Confidence and the Phrase “I Believe You”
- Confidence = self-trust, not feeling good about yourself.
- Confidence is built when children’s internal experiences are consistently treated as real.
- “I believe you” vs. “I hear you”:
- “I hear you” implies listening, but can still feel dismissive.
- “I believe you” says: the thing you are experiencing inside you is real.
- What not to say when a child shares a painful experience (e.g., “I was picked last”):
- “It’s no big deal.”
- “Everyone gets picked last sometimes.”
- “But remember yesterday you were picked first!” — these communicate you are not a reliable reader of your own feelings, which destroys confidence.
- Recommended response sequence: “I’m so glad you’re talking to me about this. I believe you. Tell me more.”
- This works equally well in adult relationships — romantic partnerships, workplaces, friendships.
Impingement: When to Override a Child’s Preferences
- Children’s feelings should not dictate family decisions, but feelings must still be validated.
- When a child doesn’t want to do something that isn’t dangerous but is a family expectation:
- Acknowledge and believe their experience: “I believe you — this isn’t what you’d choose.”
- Hold the boundary with warmth: “In this family, we sometimes do things that aren’t our preference.”
- Hold hope on their behalf: “I know you’re going to get through it.” — Children cannot see a more mature version of themselves; parents must hold that vision.
- Create collaborative coping strategies (e.g., a private signal during a difficult social event).
- Two ineffective extremes: letting children opt out entirely (feelings dictate decisions) vs. shaming them for not complying.
Trauma, Repair, and Processing in Connection
- Trauma is not the event — it is what happens when a high-emotion event is processed in aloneness.
- When a parent yells and then disappears (into guilt or another room), the child is alone with their experience.

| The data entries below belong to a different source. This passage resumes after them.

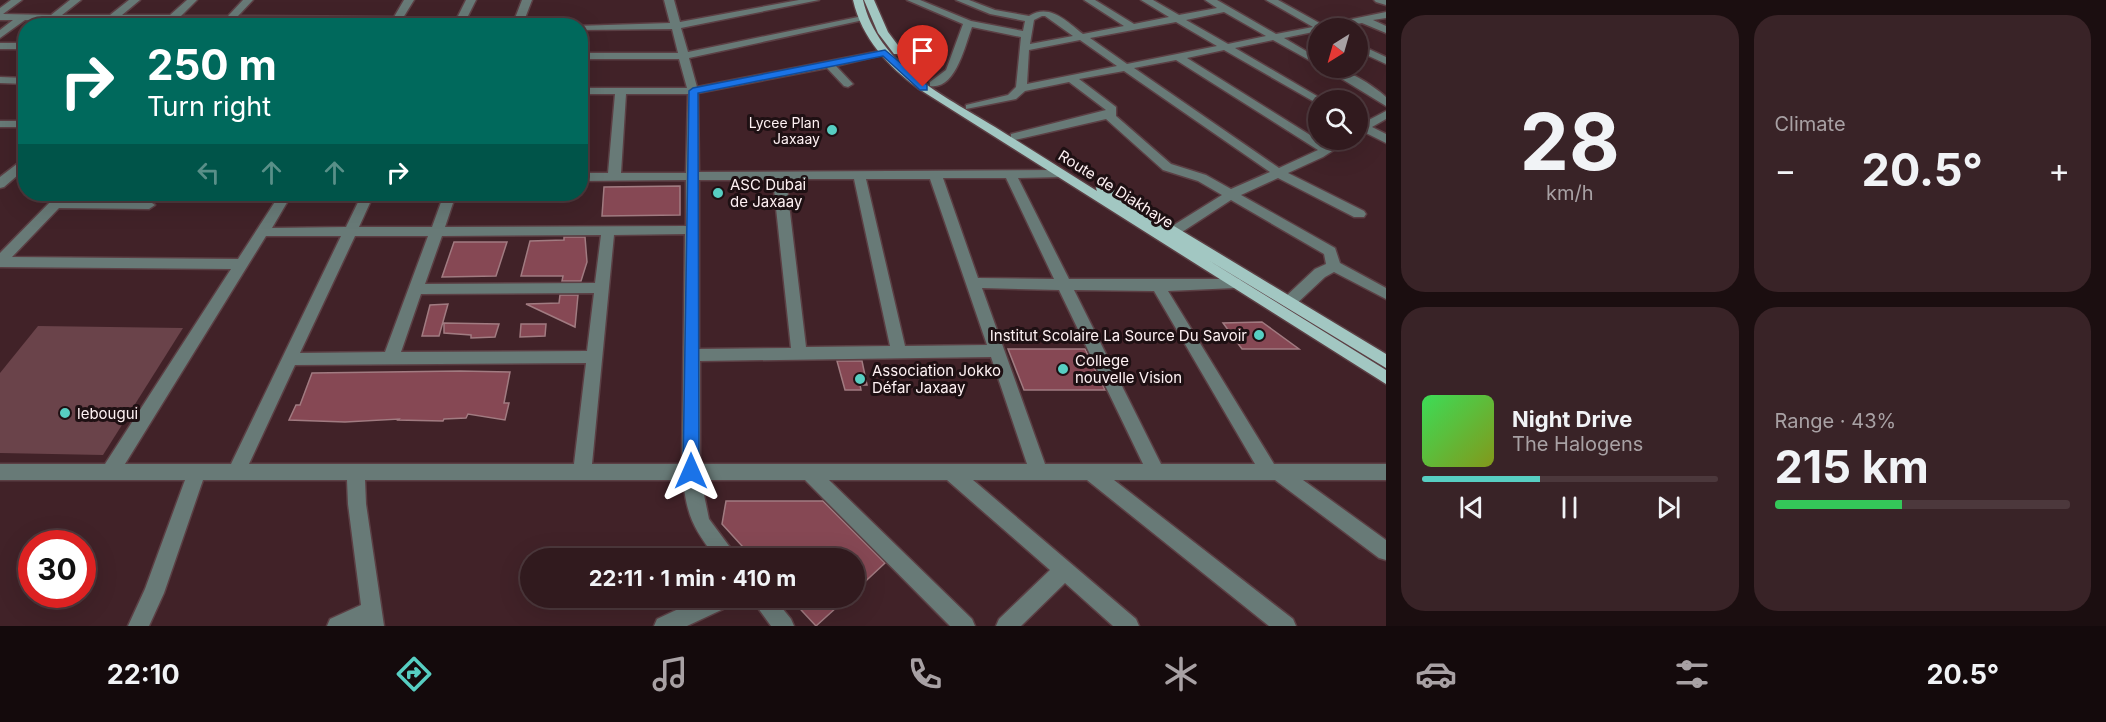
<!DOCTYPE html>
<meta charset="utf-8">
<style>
:root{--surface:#311a1e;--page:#392327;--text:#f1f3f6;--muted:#a8a1a4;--line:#4c383c;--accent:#57cec2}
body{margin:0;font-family:Inter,sans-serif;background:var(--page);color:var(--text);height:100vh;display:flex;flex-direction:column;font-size:22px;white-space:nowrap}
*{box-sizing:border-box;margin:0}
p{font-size:20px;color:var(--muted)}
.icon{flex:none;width:33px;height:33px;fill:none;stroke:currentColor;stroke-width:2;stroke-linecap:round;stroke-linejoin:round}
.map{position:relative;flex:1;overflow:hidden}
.panel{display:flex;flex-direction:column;gap:15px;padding:15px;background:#1b0e10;width:720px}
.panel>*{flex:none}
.banner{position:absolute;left:18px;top:18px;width:570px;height:183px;border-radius:24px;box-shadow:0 6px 24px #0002,0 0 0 2px var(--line);background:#00695c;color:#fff;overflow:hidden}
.needle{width:39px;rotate:217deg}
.tools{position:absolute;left:1308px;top:18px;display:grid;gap:12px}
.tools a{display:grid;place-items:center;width:60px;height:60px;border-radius:50%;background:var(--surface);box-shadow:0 6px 24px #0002,0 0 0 2px var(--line);font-size:30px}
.speed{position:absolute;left:18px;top:530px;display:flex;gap:12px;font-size:30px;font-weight:700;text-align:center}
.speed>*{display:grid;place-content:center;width:78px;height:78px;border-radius:50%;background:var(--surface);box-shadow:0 6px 24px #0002,0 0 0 2px var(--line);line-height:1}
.speed .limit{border:9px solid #d22;background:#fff;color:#111}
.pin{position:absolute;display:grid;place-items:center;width:51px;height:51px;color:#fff;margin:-62px -26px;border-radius:50% 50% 50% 0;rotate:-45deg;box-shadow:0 0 6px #0007}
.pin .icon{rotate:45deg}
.me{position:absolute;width:66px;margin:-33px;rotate:0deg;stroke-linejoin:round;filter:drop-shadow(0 0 4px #0008)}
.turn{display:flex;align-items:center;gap:21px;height:126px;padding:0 30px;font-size:27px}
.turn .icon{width:78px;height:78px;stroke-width:2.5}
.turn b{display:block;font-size:42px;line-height:51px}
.lanes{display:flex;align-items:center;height:57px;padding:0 30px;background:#0003;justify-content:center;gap:30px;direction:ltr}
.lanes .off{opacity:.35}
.big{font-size:45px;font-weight:700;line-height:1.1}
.panel .tile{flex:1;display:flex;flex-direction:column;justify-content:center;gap:9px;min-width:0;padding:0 21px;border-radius:24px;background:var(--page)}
.panel .dial{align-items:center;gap:0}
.dial b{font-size:78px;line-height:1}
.song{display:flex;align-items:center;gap:18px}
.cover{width:72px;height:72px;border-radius:9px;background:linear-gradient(135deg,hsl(130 70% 55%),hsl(70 70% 35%))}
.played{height:6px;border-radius:3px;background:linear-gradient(90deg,var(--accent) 40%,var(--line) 40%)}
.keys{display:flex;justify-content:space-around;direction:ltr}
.heat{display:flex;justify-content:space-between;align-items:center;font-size:33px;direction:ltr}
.charge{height:9px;border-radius:4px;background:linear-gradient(90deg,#34c759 43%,var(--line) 0)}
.panel .tiles{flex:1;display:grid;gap:15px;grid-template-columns:repeat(2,1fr)}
.trip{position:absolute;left:520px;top:548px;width:345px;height:60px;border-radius:30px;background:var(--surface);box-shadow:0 6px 24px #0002,0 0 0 2px var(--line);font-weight:700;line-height:60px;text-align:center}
.tabs{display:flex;height:96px;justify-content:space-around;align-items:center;background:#140a0c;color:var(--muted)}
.tabs .icon{width:42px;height:42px}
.tabs .on{color:var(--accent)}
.tabs b{font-size:27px;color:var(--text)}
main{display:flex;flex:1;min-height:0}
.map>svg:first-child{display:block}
.green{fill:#6a434a}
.building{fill:#864854;stroke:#a17b81;stroke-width:1.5}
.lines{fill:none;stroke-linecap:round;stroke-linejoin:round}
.minor-casing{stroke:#5b3f44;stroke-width:3}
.major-casing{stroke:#5b3f44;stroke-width:3}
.minor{fill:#687a77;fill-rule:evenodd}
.major{fill:#a2c7c2;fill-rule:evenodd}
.route{fill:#1a73e8;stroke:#114b97;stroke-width:1.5}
.poi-dot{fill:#57cec2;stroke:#1e1013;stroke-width:2}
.labels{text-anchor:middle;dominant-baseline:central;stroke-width:6;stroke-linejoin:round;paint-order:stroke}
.far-poi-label{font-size:14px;fill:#fef1f3;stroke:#1e1013;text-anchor:end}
.poi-label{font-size:15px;fill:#fef1f3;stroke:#1e1013;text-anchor:start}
.street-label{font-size:15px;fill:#fef1f3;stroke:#1e1013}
</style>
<main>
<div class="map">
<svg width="1386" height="626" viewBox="0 0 1386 626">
<rect width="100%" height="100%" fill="#412228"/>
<path class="green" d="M38 326 183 328 103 455 0 453V373Z"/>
<path class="building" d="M680 186V215L602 216 604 187Z
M564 237H585L587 262 581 281H562L563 276H521L530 241 564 240Z
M454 242H507L496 276 442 277Z
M560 295H578L575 327 526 304 559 303Z
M448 304 439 336H422L430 305Z
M1262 322 1299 349H1242L1223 323Z
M444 323 499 324 495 337 471 338V335L444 333Z
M521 324H546L545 336 520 337Z
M1008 349H1085L1105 390H1024Z
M837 361H862L867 385H860L861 390H845Z
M460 371 510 372 504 403H509L505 420 468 414 466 418 444 419 443 421 398 420 399 419 345 422 289 420 296 405H300L312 373Z
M726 501H823L885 563 855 591V558H753L722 524Z
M789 597H848L816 626Z"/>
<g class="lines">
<defs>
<path id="minor" d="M11 0H22L3 14 51 15 70 0H81L62 15H110L129 0H140L122 15H170L187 0H197L181 16H228L243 0H253L238 16 394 17 404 0H414L398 26H388L390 23 233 22 224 26 222 22 175 21 170 24 165 21 25 20 0 38V30L13 20H0V8Z
M466 0H476L463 26H453Z
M522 0H532L522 26H512Z
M664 0H674L680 22 799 0H819L681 28 688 52 863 16 868 19 689 58 697 87 885 50 890 53 836 66 853 84 848 87 844 86 827 68 698 93 699 172 1059 170 1063 171 1065 174 1063 177 1018 178 1069 279H1240L1242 283 1235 288 1168 291 1274 464H1386V480H1303L1386 540V560L1379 558 1275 480H1114L1293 619 1296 626H1269L1087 480H973L1136 619 1139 626H1113L1065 583 1021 626H996L999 619 1050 570 947 480H829L972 619 975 626H950L805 480H701L709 519 738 558H716C694 529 687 517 683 480H365L366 504 384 626H327L330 619 361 605 348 504 347 480H203L164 593 149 626H128L145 589 185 480H0V464H105L231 269 0 267V253L58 194H71L66 200 149 201 155 205 149 209 59 208 12 257 238 259 280 194H292L272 228 346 227 362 194H374L359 227H432L444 194H456L445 227 686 226V180L580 181V173H608L615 94H580V88H687L679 59H580V53H678L672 29 580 30V26H576L670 23ZM626 94H688L686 173H621ZM943 178H1006L1054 279 978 278ZM786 179H854L890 346 806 347ZM866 179H930L987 345 905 346ZM699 180H773L791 348 699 349ZM685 234 682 464H592L614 235ZM601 235 595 283 425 284 442 236ZM266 236H341L231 464H125ZM355 236H428L385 352 300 353ZM982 288 1059 290 1143 464H1045ZM1074 290 1154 291 1255 464H1161ZM594 293 587 351 401 352 421 294ZM991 357 1027 464H700V361ZM586 363 574 464H249L295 365Z
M907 0H920L971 21 1023 31 1025 21 990 14 956 0H969L995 10 1029 16C1050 3 1066 21 1083 34L1124 26 1084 0H1095L1134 24 1169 17 1141 0H1153L1179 15 1217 8 1205 0H1217L1276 34 1313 27 1266 0H1278L1323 25 1386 12V18L1373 20 1386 26V33L1362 23 1333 28H1318V31L1284 38 1318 58V65L1273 40 1235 48 1322 99 1323 100H1318V104L1224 50 1187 58 1326 145 1335 140H1349L1323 157 1288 173 1364 211 1366 214 1364 217H1354L1278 178 1241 195 1335 248 1340 263 1386 288V299L1334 272 1325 277 1294 306H1284L1282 302 1284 298 1315 269 1326 264 1324 254 1231 200 1179 234H1169L1167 231 1169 228 1222 195 1198 181 1163 170 1106 119 1015 140 1011 138V134L1106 110 1069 82 1025 91 1016 99 966 109V105L1008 95 1016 87 1021 37 972 27C965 45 956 90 930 86V82L946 70 963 24ZM1224 12 1266 36 1228 44 1186 20ZM1042 16H1045L1073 36 1030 44 1034 20ZM1176 22 1217 46 1127 64 1090 38ZM1080 40 1117 66 1027 84 1029 50ZM1176 60 1318 150 1279 168 1134 68ZM1124 71 1270 172 1231 189 1206 175 1171 164 1116 116V107L1079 79Z
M1374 0H1386V5L1376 2Z
M0 43H26V49H0Z
M1358 44 1386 57V64L1358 51Z
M1324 68C1344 66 1371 84 1386 97V106Z
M0 77 26 78V84L0 83Z
M1386 111V119L1372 127 1386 134V143L1364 132 1358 134V122L1363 123Z
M0 121H26V127H0Z
M26 157V168L4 187 0 188V177Z
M704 597H737L734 604 687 626H654L657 619Z
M750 597H773L791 619 794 626H771Z"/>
<path id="major" d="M853 0H863C878 65 943 95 995 127 1029 148 1063 170 1097 191L1096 188 1098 185H1106L1386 354V368L1208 260 1386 370V384L919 89C888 66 862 39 853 0Z
M864 0H874L888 32 903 52 902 54H894L878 33Z"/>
</defs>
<use href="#minor" class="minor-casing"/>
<use href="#major" class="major-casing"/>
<use href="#minor" class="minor"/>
<use href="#major" class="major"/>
</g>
<path class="route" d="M885 50 927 85V90H920L883 56 698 93 699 471 697 477 691 479 685 477 683 471 689 91 693 88Z"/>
<g class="poi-dot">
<circle cx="832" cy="130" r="6"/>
<circle cx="718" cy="193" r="6"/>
<circle cx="1259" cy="335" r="6"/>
<circle cx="1063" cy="369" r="6"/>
<circle cx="860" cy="379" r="6"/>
<circle cx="65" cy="413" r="6"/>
</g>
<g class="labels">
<g class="far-poi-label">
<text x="820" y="122">Lycee Plan<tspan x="820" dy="16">Jaxaay</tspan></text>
</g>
<g class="poi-label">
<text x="730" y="184">ASC Dubai<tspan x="730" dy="17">de Jaxaay</tspan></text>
<text x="1247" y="335" text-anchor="end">Institut Scolaire La Source Du Savoir</text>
<text x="1075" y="360">College<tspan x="1075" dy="17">nouvelle Vision</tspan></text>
<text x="872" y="370">Association Jokko<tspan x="872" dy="17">Défar Jaxaay</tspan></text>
<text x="77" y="413">lebougui</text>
</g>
<g class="street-label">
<text transform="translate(1116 189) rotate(32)">Route de Diakhaye</text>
</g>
</g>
</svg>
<div class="tools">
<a><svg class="needle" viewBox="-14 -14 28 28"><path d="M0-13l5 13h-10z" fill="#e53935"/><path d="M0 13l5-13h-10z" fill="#a8a1a4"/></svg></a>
<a><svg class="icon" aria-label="search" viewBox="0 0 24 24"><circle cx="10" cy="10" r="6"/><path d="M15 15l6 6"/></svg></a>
</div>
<div class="speed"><div class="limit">30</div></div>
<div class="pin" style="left:923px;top:87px;background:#d93025"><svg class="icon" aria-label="arrive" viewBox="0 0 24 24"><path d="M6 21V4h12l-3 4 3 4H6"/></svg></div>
<svg class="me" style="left:691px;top:471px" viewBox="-20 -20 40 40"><path d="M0-17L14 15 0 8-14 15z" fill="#1a73e8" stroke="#fff" stroke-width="4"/></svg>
<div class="trip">22:11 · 1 min · 410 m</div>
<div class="banner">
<div class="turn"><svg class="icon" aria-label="right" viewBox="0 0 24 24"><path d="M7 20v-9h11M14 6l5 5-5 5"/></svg><div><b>250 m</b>Turn right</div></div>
<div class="lanes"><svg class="icon off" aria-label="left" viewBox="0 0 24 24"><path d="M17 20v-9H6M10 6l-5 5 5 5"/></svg><svg class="icon off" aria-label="ahead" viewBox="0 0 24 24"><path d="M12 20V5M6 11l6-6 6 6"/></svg><svg class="icon off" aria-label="ahead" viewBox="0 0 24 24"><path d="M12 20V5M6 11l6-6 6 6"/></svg><svg class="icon" aria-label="right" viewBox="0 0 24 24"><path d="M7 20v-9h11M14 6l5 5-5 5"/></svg></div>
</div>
</div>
<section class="panel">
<div class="tiles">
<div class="tile dial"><b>28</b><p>km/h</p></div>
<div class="tile"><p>Climate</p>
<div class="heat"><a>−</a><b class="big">20.5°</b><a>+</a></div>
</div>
<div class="tile">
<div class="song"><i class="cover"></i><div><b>Night Drive</b><p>The Halogens</p></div></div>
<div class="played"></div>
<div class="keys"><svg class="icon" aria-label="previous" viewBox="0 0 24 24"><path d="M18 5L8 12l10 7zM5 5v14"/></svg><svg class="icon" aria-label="pause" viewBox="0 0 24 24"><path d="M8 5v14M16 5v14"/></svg><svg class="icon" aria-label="next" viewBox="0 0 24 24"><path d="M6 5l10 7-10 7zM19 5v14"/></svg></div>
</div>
<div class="tile"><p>Range · 43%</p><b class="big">215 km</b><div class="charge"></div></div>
</div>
</section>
</main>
<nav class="tabs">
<b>22:10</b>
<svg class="icon on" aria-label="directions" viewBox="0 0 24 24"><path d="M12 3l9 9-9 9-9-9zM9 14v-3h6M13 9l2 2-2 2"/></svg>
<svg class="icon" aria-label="music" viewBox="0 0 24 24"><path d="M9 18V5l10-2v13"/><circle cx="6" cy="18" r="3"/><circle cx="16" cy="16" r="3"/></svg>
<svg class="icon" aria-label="phone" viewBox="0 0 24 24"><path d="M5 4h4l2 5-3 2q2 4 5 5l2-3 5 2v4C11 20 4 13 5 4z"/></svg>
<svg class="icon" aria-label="climate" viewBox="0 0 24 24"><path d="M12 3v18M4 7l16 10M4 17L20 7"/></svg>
<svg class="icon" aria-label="car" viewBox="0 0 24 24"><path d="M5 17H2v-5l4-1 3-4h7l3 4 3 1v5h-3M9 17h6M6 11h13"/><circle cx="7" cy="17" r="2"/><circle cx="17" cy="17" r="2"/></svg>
<svg class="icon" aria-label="filters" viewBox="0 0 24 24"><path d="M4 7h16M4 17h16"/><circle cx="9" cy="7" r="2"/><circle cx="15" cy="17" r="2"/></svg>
<b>20.5°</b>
</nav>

In the absence of repair, children default to:
- Self-blame: It was my fault.
- Self-doubt: Maybe it didn’t happen. Maybe I overreacted. — leads to adults who cannot trust their own perceptions.
- Referenced concept: Ronald Fairbairn — “It is better to be a sinner in a world ruled by God than to live in a world ruled by the devil.” Children will take on badness rather than see their caregiver as bad, because attachment to the caregiver is necessary for survival.
How to Repair After Conflict
Step 1: Repair with yourself first
- Mantra: “I am a good parent who is having a hard time.”
- This separates identity from behavior and enables genuine (not guilt-driven) repair.
Step 2: Repair with your child
- A minimal effective apology: “I’m sorry I yelled.”
- A fuller version: “I’m sorry I yelled. Just like you, I’m working on managing my emotions. Next time, even when I’m frustrated, I’m going to try to stay calm.”
- Always optional but high-impact addition: “It’s never your fault when I yell.”
- What invalidates a repair:
- “I’m sorry I yelled, but if you had just gotten ready on time…”
- “I’m sorry you felt that way.”
- Seeking forgiveness from the child to relieve your own guilt.
Handling Rudeness and “I Hate You”
- Most generous interpretation: A child saying “I hate you” is expressing an intensity of love and disappointment — the phrase has no emotional power unless the relationship matters deeply.
- Recommended in-the-moment response: Do nothing first. Silence keeps energy from escalating into a ping-pong match and allows the child to notice what they said.